Thank you for the fix.
To be honest, I’m surprised by the size of this change. I don’t understand why fixing this simple conversion problem that could be solved with 1 line now led to moving the method around, adding std::optional and rewriting a whole block.
In my simple mind…: the more lines are changed, the more potential for collateral damage.
I don’t hope so… IMO what we need are more tests that make sure nothing breaks. Continous refactoring and code cleanups are important for keeping a framework alive and should not be risky. For this, the software design has to move forward to a more testable one.
Of course I agree with your reasonable arguments… I’m just annoyed by the recent chain of build-breaking changes in Juce 8 that cost me many hours of my limited dev time - just trying to do builds to send to beta-testers to finally fix all those bugs I see with June 8. It’s especially painful if it’s a change like the one leading to this thread that seems like it could have easily been postponed until the most glaring problems have been fixed.
So apologies to everyone for venting my frustration.
The main reason was that there’s likely further changes to come after this. I realised in doing this, that only doing this for VST3_CAN_REPLACE_VST2 isn’t correct so this commit somewhat prepares for that change.

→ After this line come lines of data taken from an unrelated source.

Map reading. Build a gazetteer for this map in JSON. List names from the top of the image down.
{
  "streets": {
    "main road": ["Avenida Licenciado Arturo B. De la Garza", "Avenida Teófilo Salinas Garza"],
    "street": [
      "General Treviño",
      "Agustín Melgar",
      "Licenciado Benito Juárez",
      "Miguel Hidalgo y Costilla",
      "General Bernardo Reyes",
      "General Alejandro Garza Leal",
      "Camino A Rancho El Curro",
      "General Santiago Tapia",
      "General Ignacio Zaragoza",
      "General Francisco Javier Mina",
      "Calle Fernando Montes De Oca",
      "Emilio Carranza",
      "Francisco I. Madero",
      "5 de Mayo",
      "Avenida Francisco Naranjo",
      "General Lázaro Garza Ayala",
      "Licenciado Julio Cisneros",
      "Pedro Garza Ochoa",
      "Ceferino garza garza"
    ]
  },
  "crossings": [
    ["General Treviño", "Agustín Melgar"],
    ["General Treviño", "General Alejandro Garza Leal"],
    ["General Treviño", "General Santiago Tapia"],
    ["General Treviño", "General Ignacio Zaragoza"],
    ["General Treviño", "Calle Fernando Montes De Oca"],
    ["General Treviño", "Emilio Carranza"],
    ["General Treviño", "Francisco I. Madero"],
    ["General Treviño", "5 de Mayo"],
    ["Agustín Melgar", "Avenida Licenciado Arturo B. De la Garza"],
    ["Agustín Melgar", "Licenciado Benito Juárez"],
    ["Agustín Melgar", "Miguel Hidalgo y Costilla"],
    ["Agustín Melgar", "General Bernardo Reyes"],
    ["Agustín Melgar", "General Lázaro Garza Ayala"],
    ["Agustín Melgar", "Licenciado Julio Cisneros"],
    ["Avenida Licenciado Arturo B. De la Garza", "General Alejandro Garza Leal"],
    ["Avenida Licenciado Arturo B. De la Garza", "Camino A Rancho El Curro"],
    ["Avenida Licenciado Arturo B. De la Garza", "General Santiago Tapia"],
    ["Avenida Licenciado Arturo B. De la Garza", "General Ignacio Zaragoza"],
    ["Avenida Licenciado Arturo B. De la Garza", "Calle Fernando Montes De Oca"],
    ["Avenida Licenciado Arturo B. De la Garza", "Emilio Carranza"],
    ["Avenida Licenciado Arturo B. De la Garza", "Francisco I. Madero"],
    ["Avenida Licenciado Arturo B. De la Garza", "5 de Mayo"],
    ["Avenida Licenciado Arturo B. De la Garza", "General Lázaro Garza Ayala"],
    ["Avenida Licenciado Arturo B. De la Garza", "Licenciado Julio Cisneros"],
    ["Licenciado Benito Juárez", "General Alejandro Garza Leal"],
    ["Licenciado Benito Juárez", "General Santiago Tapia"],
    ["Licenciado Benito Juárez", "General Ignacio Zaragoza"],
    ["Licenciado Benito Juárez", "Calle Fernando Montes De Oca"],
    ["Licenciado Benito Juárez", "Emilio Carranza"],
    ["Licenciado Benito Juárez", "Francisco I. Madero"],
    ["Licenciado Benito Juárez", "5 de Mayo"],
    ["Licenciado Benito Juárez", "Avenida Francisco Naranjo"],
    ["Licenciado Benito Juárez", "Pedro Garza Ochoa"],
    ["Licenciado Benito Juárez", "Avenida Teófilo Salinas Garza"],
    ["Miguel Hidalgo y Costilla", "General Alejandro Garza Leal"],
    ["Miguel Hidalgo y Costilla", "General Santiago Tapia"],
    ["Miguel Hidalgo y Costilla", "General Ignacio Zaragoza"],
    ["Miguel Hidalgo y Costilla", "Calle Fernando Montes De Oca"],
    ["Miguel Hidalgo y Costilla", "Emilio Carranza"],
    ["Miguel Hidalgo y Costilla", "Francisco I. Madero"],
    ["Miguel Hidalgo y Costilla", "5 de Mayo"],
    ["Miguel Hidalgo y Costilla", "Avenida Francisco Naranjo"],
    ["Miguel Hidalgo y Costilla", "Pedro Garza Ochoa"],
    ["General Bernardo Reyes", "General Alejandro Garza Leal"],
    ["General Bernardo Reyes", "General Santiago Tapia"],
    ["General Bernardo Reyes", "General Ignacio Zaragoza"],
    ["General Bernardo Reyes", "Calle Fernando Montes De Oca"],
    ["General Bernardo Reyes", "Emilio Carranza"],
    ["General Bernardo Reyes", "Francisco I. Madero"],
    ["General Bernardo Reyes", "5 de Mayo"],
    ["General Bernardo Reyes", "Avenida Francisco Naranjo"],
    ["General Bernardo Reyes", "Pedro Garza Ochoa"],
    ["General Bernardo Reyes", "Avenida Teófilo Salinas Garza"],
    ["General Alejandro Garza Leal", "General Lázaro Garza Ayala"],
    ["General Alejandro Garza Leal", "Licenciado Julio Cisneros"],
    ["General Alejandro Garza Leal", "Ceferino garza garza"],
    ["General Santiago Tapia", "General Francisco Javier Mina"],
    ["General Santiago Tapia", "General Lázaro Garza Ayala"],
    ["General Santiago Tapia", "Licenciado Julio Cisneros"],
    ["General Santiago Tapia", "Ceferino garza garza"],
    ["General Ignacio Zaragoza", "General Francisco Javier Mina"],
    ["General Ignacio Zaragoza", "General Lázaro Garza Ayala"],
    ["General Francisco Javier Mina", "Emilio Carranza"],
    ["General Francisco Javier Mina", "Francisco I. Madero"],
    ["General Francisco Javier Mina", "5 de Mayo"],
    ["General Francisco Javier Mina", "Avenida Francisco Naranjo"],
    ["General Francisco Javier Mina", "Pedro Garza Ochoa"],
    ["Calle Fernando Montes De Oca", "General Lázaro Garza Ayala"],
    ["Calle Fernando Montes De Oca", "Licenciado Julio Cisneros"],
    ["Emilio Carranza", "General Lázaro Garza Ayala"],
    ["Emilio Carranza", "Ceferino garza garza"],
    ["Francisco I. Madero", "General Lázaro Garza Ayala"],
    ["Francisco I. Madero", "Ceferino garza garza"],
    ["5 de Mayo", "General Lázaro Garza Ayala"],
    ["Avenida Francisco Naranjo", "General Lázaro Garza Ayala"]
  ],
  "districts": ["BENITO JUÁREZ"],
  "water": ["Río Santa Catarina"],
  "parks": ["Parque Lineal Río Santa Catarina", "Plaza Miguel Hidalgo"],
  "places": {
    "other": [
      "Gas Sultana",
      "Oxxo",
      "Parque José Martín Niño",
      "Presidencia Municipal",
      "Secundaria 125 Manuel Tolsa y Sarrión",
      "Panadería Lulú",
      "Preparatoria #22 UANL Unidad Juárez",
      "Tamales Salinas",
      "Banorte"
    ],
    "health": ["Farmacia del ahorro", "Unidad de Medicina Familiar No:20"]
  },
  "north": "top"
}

In general however I tend to take on the “Boy Scout rule” of software development in trying to leave code in a better state than I found it. Due to the changes that came before it, in retrospect that function should never have been left in that file which in turn removes the need to surround it with a preprocessor macro.
I’m sorry you’ve been impacted by changes to JUCE 8. The change that lead to this issue is potentially more important than you realise. There is a relatively serious issue for those that have released plugins with JUCE_VST3_CAN_REPLACE_VST2 enabled but without enabling JUCE_FORCE_USE_LEGACY_PARAM_IDS. There may not have been a lot of noise on the forums regarding this but we have heard from manufacturers who are experiencing issues relating to this and we have good reason to think this will become more of an issue going forward.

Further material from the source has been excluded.